WORK INSTRUCTIONS: Read the records below. Copy each line where the string "canvas" occurs.

LISTED RECORDS:

────

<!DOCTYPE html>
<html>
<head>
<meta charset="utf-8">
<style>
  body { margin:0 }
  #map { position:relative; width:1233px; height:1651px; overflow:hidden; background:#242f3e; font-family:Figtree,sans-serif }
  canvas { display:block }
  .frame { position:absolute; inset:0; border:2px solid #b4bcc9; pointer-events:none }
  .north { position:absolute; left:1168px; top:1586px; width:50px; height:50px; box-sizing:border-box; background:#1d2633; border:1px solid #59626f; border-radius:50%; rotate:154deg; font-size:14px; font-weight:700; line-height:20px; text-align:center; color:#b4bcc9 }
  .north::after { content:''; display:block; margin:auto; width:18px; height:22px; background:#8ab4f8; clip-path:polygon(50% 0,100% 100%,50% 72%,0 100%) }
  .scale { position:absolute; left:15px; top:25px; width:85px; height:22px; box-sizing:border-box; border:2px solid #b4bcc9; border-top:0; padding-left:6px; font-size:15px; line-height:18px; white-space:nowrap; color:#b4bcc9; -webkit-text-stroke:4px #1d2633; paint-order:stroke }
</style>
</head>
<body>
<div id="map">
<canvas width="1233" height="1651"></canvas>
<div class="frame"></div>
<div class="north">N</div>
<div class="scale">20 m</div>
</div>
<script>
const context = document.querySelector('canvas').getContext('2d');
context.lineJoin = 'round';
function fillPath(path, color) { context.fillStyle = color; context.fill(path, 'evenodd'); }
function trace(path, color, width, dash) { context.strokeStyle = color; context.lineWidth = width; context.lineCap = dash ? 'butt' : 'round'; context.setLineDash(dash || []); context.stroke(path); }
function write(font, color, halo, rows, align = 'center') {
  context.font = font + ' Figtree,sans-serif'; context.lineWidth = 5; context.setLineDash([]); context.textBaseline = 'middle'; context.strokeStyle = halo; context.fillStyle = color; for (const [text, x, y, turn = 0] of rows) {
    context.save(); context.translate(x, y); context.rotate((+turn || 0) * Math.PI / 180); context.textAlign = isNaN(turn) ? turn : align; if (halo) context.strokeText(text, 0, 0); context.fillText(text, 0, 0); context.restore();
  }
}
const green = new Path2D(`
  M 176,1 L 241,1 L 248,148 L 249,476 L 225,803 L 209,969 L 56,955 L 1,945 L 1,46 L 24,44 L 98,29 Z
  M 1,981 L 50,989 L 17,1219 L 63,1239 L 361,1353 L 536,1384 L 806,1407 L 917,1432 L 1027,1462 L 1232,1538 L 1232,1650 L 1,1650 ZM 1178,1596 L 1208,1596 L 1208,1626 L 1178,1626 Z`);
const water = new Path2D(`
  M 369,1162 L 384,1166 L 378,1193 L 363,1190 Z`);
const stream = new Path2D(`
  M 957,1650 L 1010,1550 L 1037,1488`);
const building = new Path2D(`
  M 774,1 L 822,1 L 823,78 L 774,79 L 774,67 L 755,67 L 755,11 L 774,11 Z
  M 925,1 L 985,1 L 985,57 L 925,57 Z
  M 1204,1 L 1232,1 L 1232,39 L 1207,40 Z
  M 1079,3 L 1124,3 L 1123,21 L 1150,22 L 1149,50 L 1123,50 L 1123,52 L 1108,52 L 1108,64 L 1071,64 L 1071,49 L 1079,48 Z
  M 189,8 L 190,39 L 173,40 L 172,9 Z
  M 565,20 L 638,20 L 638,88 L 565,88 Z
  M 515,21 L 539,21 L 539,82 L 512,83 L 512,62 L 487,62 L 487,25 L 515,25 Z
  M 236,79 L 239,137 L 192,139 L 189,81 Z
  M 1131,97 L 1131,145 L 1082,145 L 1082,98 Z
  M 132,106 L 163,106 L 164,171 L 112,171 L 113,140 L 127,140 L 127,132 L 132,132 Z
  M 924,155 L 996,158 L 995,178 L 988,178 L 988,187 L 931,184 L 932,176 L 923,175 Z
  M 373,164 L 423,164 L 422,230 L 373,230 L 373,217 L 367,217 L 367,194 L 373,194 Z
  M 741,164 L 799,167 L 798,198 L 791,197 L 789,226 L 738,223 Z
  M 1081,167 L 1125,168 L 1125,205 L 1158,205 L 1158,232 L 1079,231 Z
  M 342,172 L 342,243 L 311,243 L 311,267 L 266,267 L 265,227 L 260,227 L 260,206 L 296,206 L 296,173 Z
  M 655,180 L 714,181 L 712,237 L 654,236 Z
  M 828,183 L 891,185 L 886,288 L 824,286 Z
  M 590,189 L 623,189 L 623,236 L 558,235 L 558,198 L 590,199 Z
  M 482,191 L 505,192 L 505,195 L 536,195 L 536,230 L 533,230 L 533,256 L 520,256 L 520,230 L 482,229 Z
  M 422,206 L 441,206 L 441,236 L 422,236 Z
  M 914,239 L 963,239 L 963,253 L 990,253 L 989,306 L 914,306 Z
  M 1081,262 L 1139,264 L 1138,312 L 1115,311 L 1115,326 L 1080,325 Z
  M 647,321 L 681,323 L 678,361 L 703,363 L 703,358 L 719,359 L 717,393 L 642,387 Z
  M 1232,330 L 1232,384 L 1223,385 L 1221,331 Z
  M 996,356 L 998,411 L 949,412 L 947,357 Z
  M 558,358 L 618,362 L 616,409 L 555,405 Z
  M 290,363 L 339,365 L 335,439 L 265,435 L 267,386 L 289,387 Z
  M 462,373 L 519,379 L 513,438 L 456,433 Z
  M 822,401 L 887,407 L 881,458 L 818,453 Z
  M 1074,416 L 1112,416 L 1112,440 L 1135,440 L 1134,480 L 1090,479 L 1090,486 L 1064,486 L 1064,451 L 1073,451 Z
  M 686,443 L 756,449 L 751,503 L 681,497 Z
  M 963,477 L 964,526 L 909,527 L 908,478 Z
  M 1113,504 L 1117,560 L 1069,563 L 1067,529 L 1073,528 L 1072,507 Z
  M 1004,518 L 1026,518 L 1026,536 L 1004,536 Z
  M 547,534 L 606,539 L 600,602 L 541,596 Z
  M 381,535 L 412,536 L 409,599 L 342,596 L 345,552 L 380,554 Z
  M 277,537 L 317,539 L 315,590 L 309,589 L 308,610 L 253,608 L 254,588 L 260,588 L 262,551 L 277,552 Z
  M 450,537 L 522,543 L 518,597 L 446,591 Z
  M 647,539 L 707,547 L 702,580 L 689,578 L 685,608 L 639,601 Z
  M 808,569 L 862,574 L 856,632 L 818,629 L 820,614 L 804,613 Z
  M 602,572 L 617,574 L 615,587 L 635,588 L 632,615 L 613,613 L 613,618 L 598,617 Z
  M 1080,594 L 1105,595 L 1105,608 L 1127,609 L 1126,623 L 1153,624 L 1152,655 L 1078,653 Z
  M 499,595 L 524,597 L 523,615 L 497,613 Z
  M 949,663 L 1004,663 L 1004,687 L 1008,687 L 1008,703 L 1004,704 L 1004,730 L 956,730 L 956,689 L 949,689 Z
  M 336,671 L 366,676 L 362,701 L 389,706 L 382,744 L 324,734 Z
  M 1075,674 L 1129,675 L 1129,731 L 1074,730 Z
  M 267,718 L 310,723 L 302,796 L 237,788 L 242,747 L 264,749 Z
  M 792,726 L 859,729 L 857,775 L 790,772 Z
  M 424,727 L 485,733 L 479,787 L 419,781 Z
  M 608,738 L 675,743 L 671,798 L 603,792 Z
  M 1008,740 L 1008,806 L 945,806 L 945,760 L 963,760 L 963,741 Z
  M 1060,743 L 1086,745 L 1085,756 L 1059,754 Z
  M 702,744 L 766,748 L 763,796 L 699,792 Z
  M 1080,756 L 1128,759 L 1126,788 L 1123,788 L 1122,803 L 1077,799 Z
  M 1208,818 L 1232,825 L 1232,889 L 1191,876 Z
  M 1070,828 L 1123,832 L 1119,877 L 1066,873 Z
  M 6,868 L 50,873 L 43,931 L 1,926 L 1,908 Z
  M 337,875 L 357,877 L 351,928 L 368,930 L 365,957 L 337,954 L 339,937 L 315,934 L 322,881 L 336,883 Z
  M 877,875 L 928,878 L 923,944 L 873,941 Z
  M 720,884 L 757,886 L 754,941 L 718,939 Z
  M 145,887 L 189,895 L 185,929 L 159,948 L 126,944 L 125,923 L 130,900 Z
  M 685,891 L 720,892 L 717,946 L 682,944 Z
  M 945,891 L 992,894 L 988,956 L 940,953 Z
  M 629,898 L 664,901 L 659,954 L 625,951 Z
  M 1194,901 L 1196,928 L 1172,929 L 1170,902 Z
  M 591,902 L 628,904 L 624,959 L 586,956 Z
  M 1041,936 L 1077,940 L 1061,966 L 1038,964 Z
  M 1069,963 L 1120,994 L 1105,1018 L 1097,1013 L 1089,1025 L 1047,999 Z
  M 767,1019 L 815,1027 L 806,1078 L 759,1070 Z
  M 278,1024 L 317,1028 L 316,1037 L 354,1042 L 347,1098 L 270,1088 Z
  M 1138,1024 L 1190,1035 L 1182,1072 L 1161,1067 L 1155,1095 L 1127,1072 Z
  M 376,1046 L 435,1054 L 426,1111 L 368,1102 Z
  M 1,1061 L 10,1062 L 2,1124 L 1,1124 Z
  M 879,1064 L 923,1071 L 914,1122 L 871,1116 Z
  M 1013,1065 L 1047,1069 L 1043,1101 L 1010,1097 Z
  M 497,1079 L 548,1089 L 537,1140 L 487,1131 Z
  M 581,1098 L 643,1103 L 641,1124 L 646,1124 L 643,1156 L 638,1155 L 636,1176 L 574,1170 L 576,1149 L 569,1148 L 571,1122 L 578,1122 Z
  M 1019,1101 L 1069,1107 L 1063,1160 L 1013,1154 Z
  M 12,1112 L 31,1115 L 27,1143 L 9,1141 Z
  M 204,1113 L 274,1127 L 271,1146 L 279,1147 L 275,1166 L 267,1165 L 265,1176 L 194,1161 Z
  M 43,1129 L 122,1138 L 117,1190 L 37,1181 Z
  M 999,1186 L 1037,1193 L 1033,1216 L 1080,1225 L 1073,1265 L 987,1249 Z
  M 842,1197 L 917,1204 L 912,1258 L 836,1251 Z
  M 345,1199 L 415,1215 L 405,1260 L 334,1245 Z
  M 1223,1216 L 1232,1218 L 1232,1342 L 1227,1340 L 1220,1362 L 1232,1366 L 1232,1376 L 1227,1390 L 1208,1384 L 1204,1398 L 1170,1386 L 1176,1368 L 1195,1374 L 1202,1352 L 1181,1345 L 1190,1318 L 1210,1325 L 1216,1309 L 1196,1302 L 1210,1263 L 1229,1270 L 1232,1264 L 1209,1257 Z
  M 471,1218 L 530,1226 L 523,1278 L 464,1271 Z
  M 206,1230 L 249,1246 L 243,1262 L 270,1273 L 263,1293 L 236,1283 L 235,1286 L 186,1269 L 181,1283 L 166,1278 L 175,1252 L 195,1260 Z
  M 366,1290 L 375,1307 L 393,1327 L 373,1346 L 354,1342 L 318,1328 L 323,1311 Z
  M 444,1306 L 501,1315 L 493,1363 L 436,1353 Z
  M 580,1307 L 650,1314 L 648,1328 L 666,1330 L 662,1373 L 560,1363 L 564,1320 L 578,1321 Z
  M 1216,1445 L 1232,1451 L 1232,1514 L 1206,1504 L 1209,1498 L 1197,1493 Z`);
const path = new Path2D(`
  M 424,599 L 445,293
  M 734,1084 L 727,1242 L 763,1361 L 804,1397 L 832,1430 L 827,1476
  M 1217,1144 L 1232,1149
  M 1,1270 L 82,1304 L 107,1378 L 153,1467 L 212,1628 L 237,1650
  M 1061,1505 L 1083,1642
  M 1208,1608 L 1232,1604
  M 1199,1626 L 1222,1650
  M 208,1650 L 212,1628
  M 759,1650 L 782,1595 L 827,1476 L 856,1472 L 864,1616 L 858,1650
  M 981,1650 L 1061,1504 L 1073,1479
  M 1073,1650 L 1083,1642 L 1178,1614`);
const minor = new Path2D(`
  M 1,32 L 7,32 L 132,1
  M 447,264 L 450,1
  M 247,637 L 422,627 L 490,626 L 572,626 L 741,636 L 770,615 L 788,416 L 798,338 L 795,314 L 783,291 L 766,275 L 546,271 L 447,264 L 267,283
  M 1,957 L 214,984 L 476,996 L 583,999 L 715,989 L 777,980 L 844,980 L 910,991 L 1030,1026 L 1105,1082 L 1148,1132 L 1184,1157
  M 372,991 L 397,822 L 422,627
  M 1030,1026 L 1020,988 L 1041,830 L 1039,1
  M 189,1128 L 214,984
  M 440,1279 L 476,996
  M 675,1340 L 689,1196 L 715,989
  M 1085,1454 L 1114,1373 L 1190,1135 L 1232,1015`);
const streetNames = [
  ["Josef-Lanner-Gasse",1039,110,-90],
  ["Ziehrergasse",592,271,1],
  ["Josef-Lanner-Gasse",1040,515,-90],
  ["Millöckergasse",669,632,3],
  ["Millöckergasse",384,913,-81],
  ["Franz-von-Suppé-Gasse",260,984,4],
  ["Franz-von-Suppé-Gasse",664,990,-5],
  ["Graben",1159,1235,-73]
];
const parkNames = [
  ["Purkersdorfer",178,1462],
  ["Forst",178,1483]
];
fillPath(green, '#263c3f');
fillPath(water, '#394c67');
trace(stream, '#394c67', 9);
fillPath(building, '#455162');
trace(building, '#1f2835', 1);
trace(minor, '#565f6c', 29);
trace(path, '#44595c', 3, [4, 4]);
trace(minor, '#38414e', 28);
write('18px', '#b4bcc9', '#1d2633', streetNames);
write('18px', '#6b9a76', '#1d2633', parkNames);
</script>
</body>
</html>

────

ANSWER FOR THIS EXERCISE:
  canvas { display:block }
<canvas width="1233" height="1651"></canvas>
const context = document.querySelector('canvas').getContext('2d');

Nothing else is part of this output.